IMF’den Küresel Ekonomi İçin Kritik Uyarı: Büyüme Yavaşlıyor
Uluslararası Para Fonu (IMF) Birinci Başkan Yardımcısı Gita Gopinath, Güney Afrika’da düzenlenen G20 Maliye Bakanları ve Merkez Bankası Başkanları toplantısında küresel ekonominin geleceğine dair önemli açıklamalarda bulundu. Gopinath, artan ticaret gerilimleri ve politika belirsizliklerinin küresel büyümeyi tehdit ettiğini vurguladı.
Dünya Ekonomik Görünümü ve Revizyonlar
Nisan ayında yayımlanan Dünya Ekonomik Görünümü raporuna atıfta bulunan Gopinath, küresel büyüme beklentilerini paylaştı. Raporda yer alan öngörüler şu şekildeydi:
- 2025 yılı küresel büyüme tahmini: %2,8
- 2026 yılı küresel büyüme tahmini: %3,0
Gopinath, bu tahminlerin özellikle ABD ve Çin gibi büyük ekonomiler için zayıflayan talep ve artan ticaret gerilimleri nedeniyle önemli aşağı yönlü revizyonlar içerdiğini belirtti. Enflasyon cephesinde ise küresel manşet enflasyonun yavaş bir düşüşle 2025’te %4,3‘e, 2026’da ise %3,6‘ya gerilemesinin beklendiğini ifade etti. IMF’nin bu tahminleri Temmuz sonunda güncelleyeceği bilgisini de paylaştı.
Ticaret Gerilimleri ve Belirsizlikler
Nisan ayından bu yana ekonomik göstergelerin karmaşık bir tablo sunduğunu belirten Gopinath, “Gümrük vergileri artmadan önce yapılan önden yüklemelerin ve bazı ticaret sapmalarının güçlü kanıtlarını gördük. Aynı zamanda, bazı ticaret anlaşmalarının ortalama tarifeleri düşürmesiyle birlikte küresel finansal koşullarda bir iyileşme yaşandı” dedi. Enerji fiyatlarındaki düşüşün ve azalan talebin enflasyondaki düşüş trendini desteklediğini ancak ülkeler arasında farklılıklar olduğunu da ekledi. Gopinath, görünümdeki aşağı yönlü risklerin baskınlığını ve yüksek belirsizliği koruduğunu vurguladı.
Politika Yapıcılara Acil Çağrı ve Öneriler
Bu zorlu tablo karşısında politika yapıcıların atması gereken adımlara dikkat çeken Gopinath, öncelikli olarak ticaret gerilimlerinin çözülmesi ve temel iç dengesizlikleri giderecek makroekonomik politikaların uygulanması gerektiğini söyledi. Bu sürecin, mali alanın yeniden tesis edilmesi ve borcun sürdürülebilir bir patikaya oturtulmasını da içerdiğini bildirdi.

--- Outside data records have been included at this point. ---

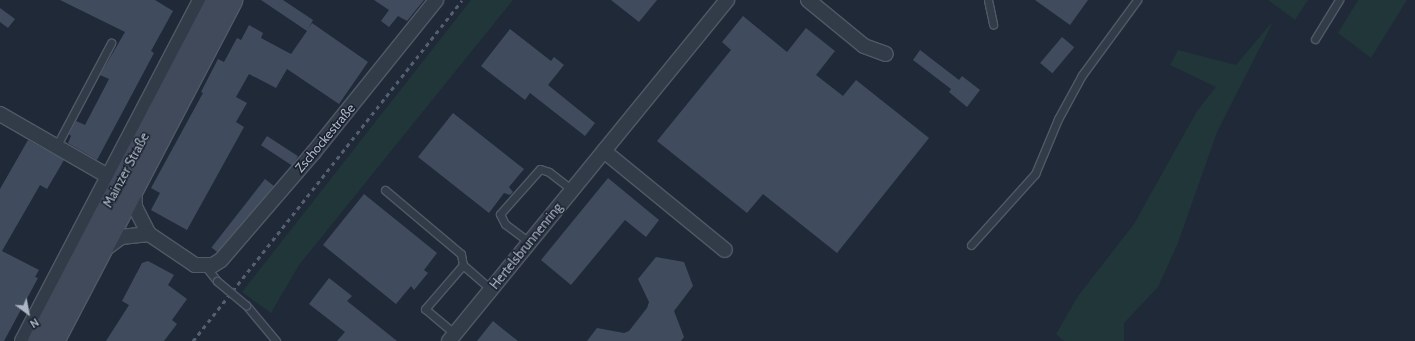 <!DOCTYPE html>
<html>
<head>
<meta charset="utf-8">
<style>
  body { margin:0 }
  #map { position:relative; width:1415px; height:341px; overflow:hidden; background:#1f2938; font-family:Cabin,sans-serif }
  div>[style] { position:absolute }
  .green>* { inset:0; background:#213639 }
  .building>* { inset:0; background:#404c5d; transform-origin:0 0 }
  .roads { filter:drop-shadow(1px 0 #505966) drop-shadow(-1px 0 #505966) drop-shadow(0 1px #505966) drop-shadow(0 -1px #505966) }
  .service>* { height:7px; margin:-3.5px; padding:0 3.5px; transform-origin:3.5px; border-radius:3.5px; background:#323b48 }
  .minor>* { height:14px; margin:-7px; padding:0 7px; transform-origin:7px; border-radius:7px; background:#323b48 }
  .secondary>* { height:19px; margin:-9.5px; padding:0 9.5px; transform-origin:9.5px; border-radius:9.5px; background:#404a5b }
  .rail>* { height:3px; margin-top:-1.5px; transform-origin:0; background:repeating-linear-gradient(90deg,#545f70 0 4px,transparent 0 8px) }
  .bridges { filter:drop-shadow(1px 0 #505966) drop-shadow(-1px 0 #505966) drop-shadow(0 1px #505966) drop-shadow(0 -1px #505966) }
  .service-bridge>* { height:7px; margin:-3.5px; padding:0 3.5px; transform-origin:3.5px; border-radius:3.5px; background:#323b48 }
  span { translate:-50% -50%; white-space:nowrap; text-align:center; line-height:1.15; -webkit-text-stroke:3px #18202d; paint-order:stroke }
  .street-label { font-size:13px; color:#acb6c5 }
  .north { position:absolute; left:8px; top:293px; width:40px; height:40px; -webkit-text-stroke:3px #18202d; paint-order:stroke; rotate:148deg; font-size:11px; font-weight:700; line-height:16px; text-align:center; color:#acb6c5 }
  .north::after { content:''; display:block; margin:auto; width:14px; height:18px; background:#acb6c5; clip-path:polygon(50% 0,100% 100%,50% 72%,0 100%) }
</style>
</head>
<body>
<div id="map">
  <div class="green">
    <div style="clip-path:polygon(471px 0,513px 0,299px 265px,271px 313px,242px 292px)"></div>
    <div style="clip-path:polygon(1268px 0,1308px 0,1295px 20px)"></div>
    <div style="clip-path:polygon(1358px 0,1407px 0,1371px 58px,1338px 33px)"></div>
    <div style="clip-path:polygon(1274px 20px,1217px 132px,1178px 243px,1158px 287px,1124px 323px,1124px 341px,1064px 341px,1056px 334px,1078px 296px,1134px 224px,1197px 111px,1216px 87px,1170px 65px,1178px 50px,1236px 65px)"></div>
  </div>
  <div class="building">
    <div style="clip-path:polygon(60px 0,155px 0,173px 11px,151px 51px,154px 53px,97px 160px,68px 143px,71px 136px,69px 134px,76px 121px,85px 125px,109px 79px,100px 75px,125px 32px)"></div>
    <div style="clip-path:polygon(261px 0,283px 0,313px 20px,308px 29px,312px 23px,368px 62px,339px 104px,287px 69px,276px 88px,249px 74px,236px 97px,247px 103px,236px 122px,244px 127px,187px 230px,151px 210px,160px 193px,151px 188px,203px 93px,201px 92px,218px 59px,224px 62px,237px 38px,241px 40px,249px 25px,263px 33px,261px 38px,291px 54px,307px 31px)"></div>
    <div style="clip-path:polygon(374px 0,424px 0,407px 21px,398px 16px,389px 27px,381px 21px,389px 10px)"></div>
    <div style="clip-path:polygon(611px 0,657px 0,639px 22px)"></div>
    <div style="clip-path:polygon(1035px 0,1088px 0,1070px 25px)"></div>
    <div style="clip-path:polygon(0 8px,15px 19px,8px 28px,0 22px)"></div>
    <div style="clip-path:polygon(743px 16px,787px 52px,806px 28px,835px 51px,816px 75px,843px 96px,856px 80px,929px 138px,837px 253px,763px 194px,747px 213px,657px 141px,731px 50px,722px 42px)"></div>
    <div style="clip-path:polygon(510px 29px,551px 61px,554px 57px,564px 65px,548px 85px,595px 123px,585px 136px,530px 93px,525px 100px,481px 66px)"></div>
    <div style="left:1062px;top:37px;width:16px;height:34px;rotate:40deg"></div>
    <div style="clip-path:polygon(920px 50px,959px 80px,962px 76px,980px 90px,967px 107px,949px 92px,951px 89px,913px 60px)"></div>
    <div style="clip-path:polygon(453px 113px,524px 169px,509px 187px,513px 192px,510px 195px,504px 193px,489px 213px,418px 157px)"></div>
    <div style="left:267px;top:136px;width:37px;height:11px;rotate:33deg"></div>
    <div style="clip-path:polygon(28px 140px,64px 160px,47px 189px,40px 185px,2px 251px,39px 270px,35px 277px,38px 278px,4px 341px,0 341px,0 189px)"></div>
    <div style="clip-path:polygon(608px 178px,659px 220px,646px 237px,625px 220px,571px 285px,541px 260px)"></div>
    <div style="left:265px;top:179px;width:11px;height:87px;rotate:38deg"></div>
    <div style="clip-path:polygon(364px 194px,437px 253px,424px 270px,428px 273px,414px 290px,411px 286px,396px 304px,323px 245px)"></div>
    <div style="clip-path:polygon(656px 257px,684px 262px,693px 286px,674px 311px,684px 337px,681px 341px,587px 341px,597px 328px,624px 333px,629px 331px,647px 308px,649px 302px,638px 279px)"></div>
    <div style="clip-path:polygon(148px 261px,174px 275px,168px 285px,187px 299px,172px 320px,177px 324px,164px 341px,106px 341px,129px 305px,122px 301px,142px 263px)"></div>
    <div style="clip-path:polygon(329px 278px,352px 296px,347px 301px,397px 341px,337px 341px,345px 332px,309px 304px)"></div>
    <div style="clip-path:polygon(493px 321px,504px 330px,518px 341px,477px 341px)"></div>
  </div>
  <div class="roads">
    <div class="service">
      <div style="left:988px;top:0;width:25px;rotate:78deg"></div>
      <div style="left:1315px;top:39px;width:46px;rotate:-58.4deg"></div>
      <div style="left:56px;top:147px;width:118px;rotate:-62.1deg"></div>
      <div style="left:385px;top:190px;width:99px;rotate:40.1deg"></div>
      <div style="left:461px;top:254px;width:11px;rotate:80deg"></div>
      <div style="left:463px;top:265px;width:37px;rotate:41deg"></div>
      <div style="left:529px;top:242px;width:30px;rotate:-143deg"></div>
      <div style="left:505px;top:224px;width:11px;rotate:-117deg"></div>
      <div style="left:500px;top:214px;width:60px;rotate:-48.4deg"></div>
      <div style="left:540px;top:169px;width:9px;rotate:18deg"></div>
      <div style="left:549px;top:172px;width:29px;rotate:38deg"></div>
      <div style="left:971px;top:245px;width:96px;rotate:-48deg"></div>
      <div style="left:1035px;top:174px;width:60px;rotate:-67.3deg"></div>
      <div style="left:1058px;top:119px;width:50px;rotate:-61.4deg"></div>
      <div style="left:1082px;top:75px;width:93px;rotate:-53.7deg"></div>
      <div style="left:206px;top:267px;width:18px;rotate:52deg"></div>
      <div style="left:246px;top:305px;width:47px;rotate:50.2deg"></div>
      <div style="left:455px;top:334px;width:39px;rotate:-140deg"></div>
      <div style="left:425px;top:309px;width:58px;rotate:-49.2deg"></div>
    </div>
    <div class="minor">
      <div style="left:808px;top:0;width:72px;rotate:39.4deg"></div>
      <div style="left:864px;top:46px;width:23px;rotate:20deg"></div>
      <div style="left:0;top:114px;width:125px;rotate:29.9deg"></div>
      <div style="left:604px;top:151px;width:156px;rotate:39.3deg"></div>
      <div style="left:134px;top:188px;width:19px;rotate:87deg"></div>
      <div style="left:135px;top:207px;width:30px;rotate:63deg"></div>
      <div style="left:149px;top:234px;width:55px;rotate:34deg"></div>
      <div style="left:195px;top:265px;width:18px"></div>
      <div style="left:213px;top:265px;width:9px;rotate:-32deg"></div>
      <div style="left:221px;top:260px;width:143px;rotate:-49.3deg"></div>
      <div style="left:314px;top:152px;width:195px;rotate:-51.2deg"></div>
      <div style="left:102px;top:251px;width:24px;rotate:-36deg"></div>
      <div style="left:121px;top:237px;width:28px;rotate:-6deg"></div>
      <div style="left:22px;top:341px;width:385px;rotate:-62.4deg"></div>
      <div style="left:449px;top:341px;width:440px;rotate:-50.8deg"></div>
    </div>
    <div class="secondary">
      <div style="left:37px;top:341px;width:385px;rotate:-62.4deg"></div>
      <div style="left:54px;top:341px;width:385px;rotate:-62.4deg"></div>
    </div>
  </div>
  <div class="rail">
    <div style="left:193px;top:341px;width:434px;rotate:-51.7deg"></div>
  </div>
  <div class="bridges">
    <div class="service-bridge">
      <div style="left:217px;top:281px;width:38px;rotate:40deg"></div>
    </div>
  </div>
  <div class="street-label">
    <span style="left:325px;top:138px;rotate:-50deg">Zschockestraße</span>
    <span style="left:126px;top:170px;rotate:-62deg">Mainzer Straße</span>
    <span style="left:526px;top:246px;rotate:-51deg">Hertelsbrunnenring</span>
  </div>
  <div class="north">N</div>
</div>
</body>
</html>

Para Politikası ve Yapısal Reformlar
Gopinath, fiyat ve finansal istikrarın korunması için para politikasının her ülkenin kendi koşullarına göre hassas bir şekilde ayarlanması ve bu süreçte açık, tutarlı bir iletişim stratejisi izlenmesi gerektiğini kaydetti. Merkez bankalarının bağımsızlığının önemine de değinen Gopinath, yapısal reformların hayati rolünü şu sözlerle özetledi:
“Orta vadeli büyümeyi artırmak ve demografik değişimlerin etkisini dengelemek adına yapısal reformlar hayati önemdedir. Bu da verimliliği artırmayı, istihdam yaratmayı ve yeni teknolojilerden yararlanmayı içerir.”
Son olarak, sermaye akışlarını teşvik etmek ve borç sürdürülebilirliğini sağlamak için hem iç reformların hem de etkili borç yapılandırma mekanizmalarının gerekliliğinin altını çizdi.